_RECORDS FOR PROCESSING_:
------------------------------------------------

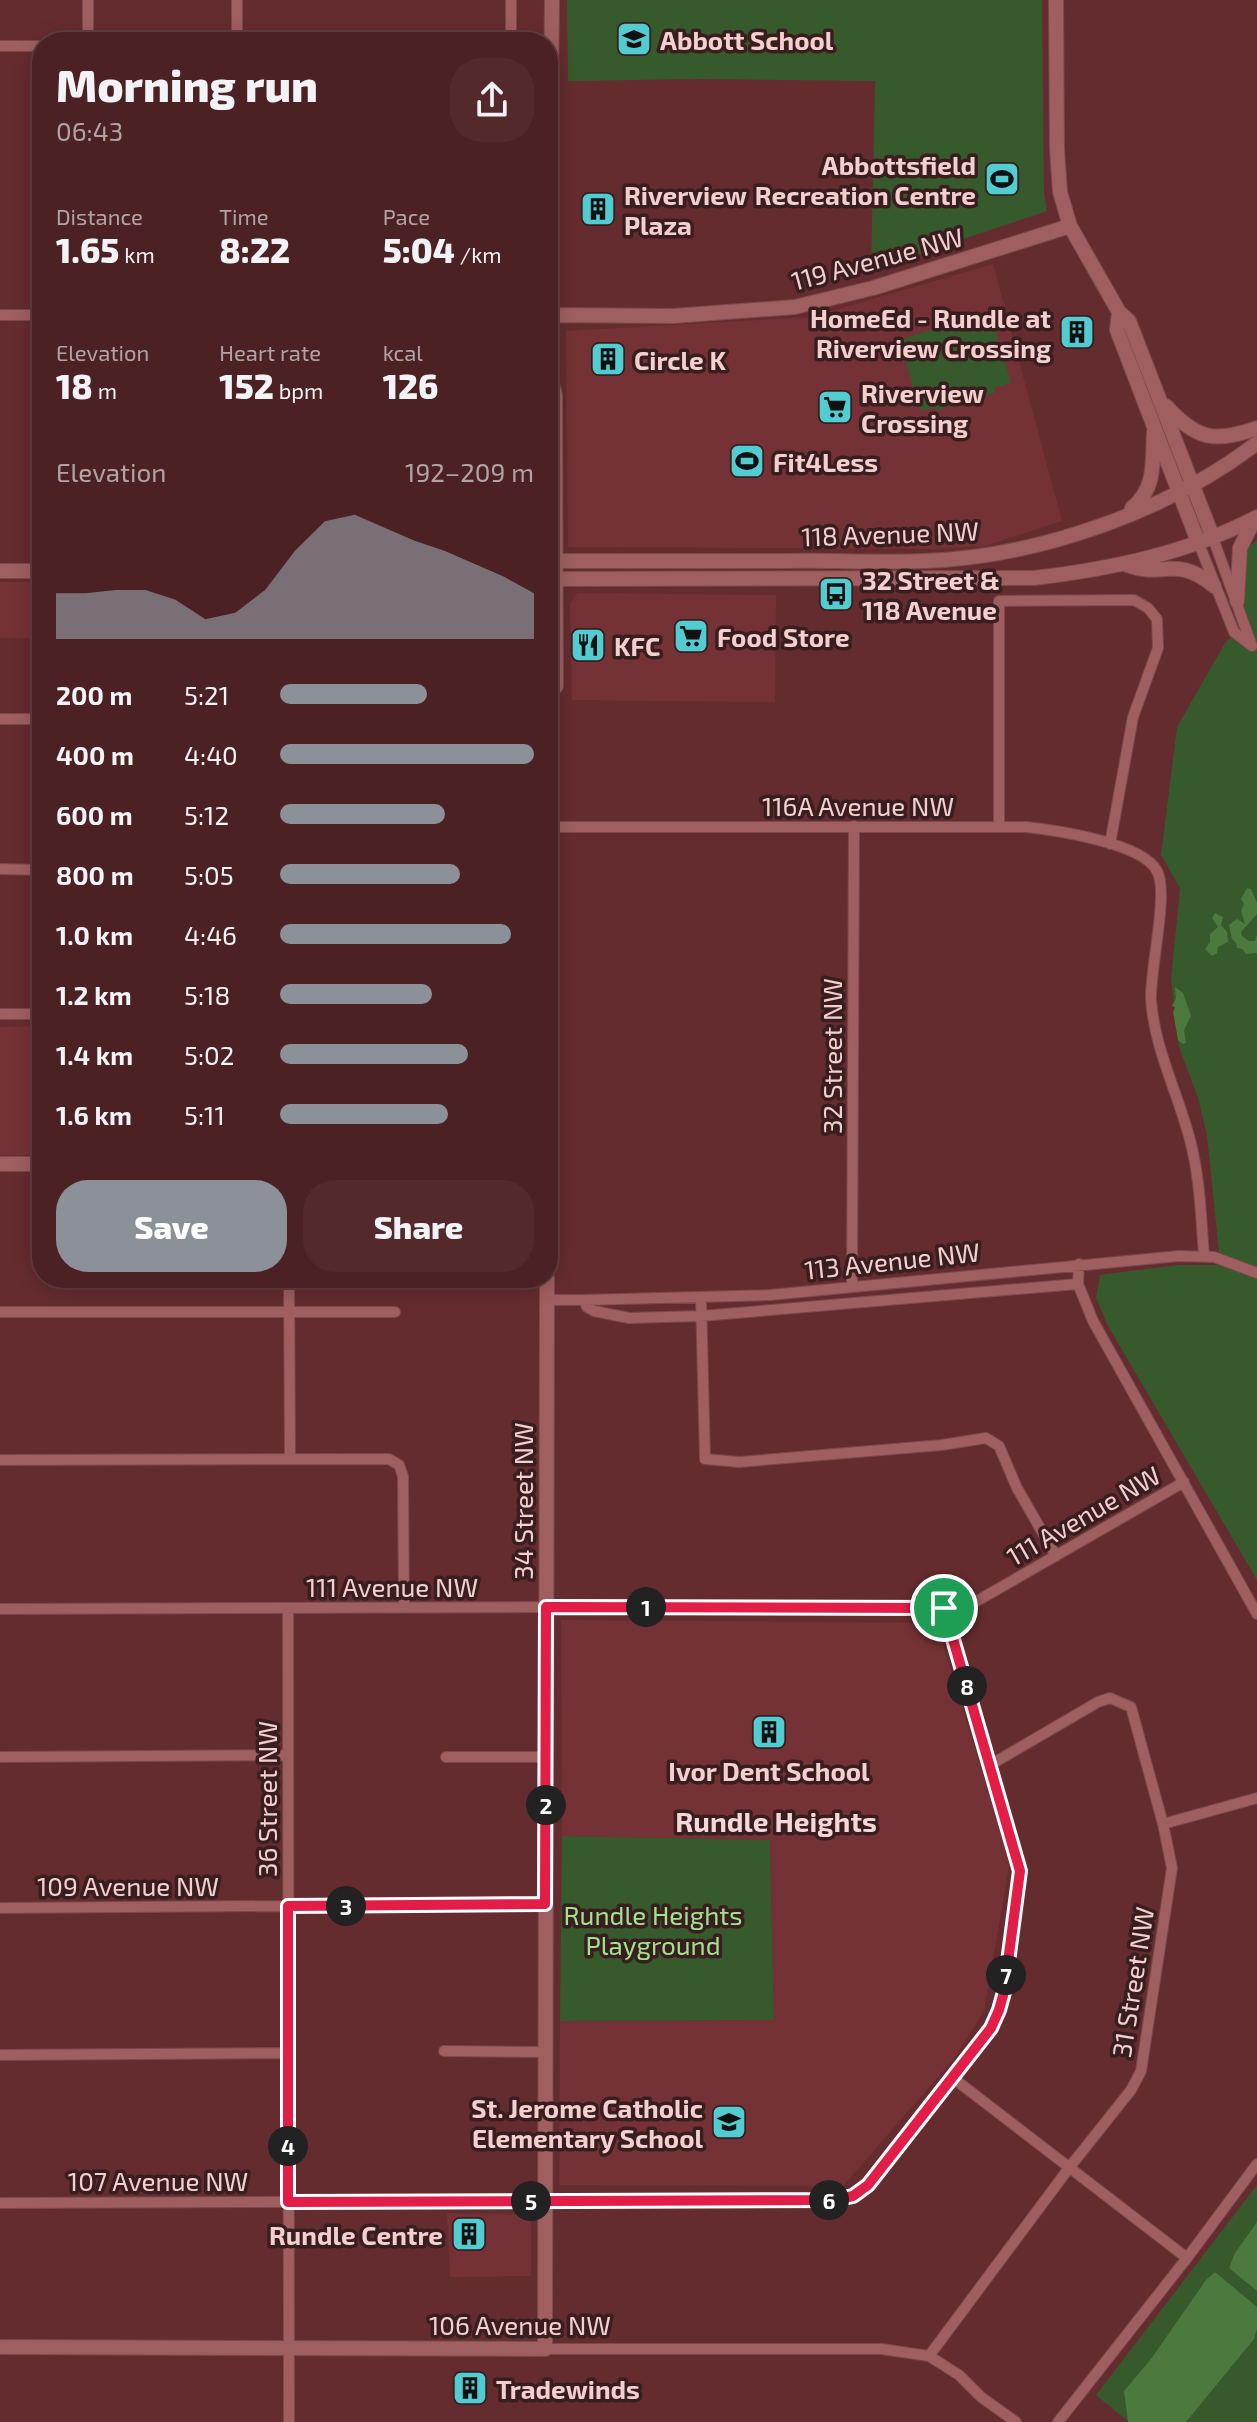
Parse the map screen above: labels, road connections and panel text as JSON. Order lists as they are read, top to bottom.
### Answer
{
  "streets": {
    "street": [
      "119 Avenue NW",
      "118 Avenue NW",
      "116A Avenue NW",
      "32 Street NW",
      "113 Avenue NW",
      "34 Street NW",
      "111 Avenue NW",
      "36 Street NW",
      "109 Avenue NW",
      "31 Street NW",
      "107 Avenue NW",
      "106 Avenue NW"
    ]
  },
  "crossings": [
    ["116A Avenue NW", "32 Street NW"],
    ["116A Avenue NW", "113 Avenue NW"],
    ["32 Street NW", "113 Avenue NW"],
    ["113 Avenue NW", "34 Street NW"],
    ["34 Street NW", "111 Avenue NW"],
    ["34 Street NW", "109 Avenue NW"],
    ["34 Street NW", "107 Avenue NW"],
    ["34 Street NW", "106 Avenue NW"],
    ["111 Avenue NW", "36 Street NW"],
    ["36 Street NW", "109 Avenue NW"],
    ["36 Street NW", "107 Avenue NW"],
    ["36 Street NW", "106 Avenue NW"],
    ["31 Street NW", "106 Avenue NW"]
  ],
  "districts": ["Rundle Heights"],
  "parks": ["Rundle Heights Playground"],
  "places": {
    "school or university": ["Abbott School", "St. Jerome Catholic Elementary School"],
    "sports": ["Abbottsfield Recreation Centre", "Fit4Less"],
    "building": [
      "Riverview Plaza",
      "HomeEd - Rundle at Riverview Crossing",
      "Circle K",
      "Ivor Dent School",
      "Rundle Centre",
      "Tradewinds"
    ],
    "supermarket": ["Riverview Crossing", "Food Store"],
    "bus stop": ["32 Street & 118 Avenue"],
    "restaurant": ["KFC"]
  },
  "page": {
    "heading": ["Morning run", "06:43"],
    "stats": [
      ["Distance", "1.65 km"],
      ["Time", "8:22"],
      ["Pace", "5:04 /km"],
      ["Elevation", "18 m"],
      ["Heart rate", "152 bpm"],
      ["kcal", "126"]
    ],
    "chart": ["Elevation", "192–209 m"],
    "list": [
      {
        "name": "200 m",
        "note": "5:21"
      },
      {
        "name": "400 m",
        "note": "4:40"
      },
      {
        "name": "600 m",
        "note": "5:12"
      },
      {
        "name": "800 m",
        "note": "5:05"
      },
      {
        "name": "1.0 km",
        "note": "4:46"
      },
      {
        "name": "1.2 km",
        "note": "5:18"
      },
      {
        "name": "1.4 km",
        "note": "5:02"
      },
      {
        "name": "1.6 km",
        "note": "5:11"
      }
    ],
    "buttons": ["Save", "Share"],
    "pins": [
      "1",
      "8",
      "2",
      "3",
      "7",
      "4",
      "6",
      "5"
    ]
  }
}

------------------------------------------------

Your task is to collect every line above that contains the word "Elevation".

      ["Elevation", "18 m"],
    "chart": ["Elevation", "192–209 m"],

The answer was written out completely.